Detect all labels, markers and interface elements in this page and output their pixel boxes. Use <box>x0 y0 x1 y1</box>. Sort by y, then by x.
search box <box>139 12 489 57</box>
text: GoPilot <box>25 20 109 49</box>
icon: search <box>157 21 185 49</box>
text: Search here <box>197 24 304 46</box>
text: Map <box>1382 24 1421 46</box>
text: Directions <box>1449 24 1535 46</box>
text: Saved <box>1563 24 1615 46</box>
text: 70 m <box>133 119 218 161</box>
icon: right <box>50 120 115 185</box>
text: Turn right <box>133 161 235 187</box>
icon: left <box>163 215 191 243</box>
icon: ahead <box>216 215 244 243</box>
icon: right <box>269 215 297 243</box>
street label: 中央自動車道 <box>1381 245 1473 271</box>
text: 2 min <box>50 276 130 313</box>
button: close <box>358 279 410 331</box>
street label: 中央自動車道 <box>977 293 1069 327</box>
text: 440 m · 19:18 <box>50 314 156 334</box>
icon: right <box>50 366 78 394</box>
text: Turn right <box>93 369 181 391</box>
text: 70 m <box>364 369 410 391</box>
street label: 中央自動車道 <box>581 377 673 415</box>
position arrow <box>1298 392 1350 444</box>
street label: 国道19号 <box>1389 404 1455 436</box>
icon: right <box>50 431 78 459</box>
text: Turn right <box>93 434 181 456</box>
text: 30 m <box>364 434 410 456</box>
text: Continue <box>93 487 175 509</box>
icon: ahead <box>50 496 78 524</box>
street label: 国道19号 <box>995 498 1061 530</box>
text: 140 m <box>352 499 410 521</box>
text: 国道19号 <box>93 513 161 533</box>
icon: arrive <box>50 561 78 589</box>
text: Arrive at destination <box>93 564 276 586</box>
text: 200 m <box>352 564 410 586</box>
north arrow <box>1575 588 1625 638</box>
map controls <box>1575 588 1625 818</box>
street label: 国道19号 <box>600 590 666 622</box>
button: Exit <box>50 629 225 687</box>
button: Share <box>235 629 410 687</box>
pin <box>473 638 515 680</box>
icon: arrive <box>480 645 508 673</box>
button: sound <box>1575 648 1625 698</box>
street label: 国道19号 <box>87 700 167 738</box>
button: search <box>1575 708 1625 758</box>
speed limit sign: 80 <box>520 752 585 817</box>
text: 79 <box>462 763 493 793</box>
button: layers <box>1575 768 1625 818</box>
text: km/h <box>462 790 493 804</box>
■ ■ ■ ■
**What is needed:** Would you please return all lines from the listing above that contain "中央自動車道"?

**Result of this task:**
street label: 中央自動車道 <box>1381 245 1473 271</box>
street label: 中央自動車道 <box>977 293 1069 327</box>
street label: 中央自動車道 <box>581 377 673 415</box>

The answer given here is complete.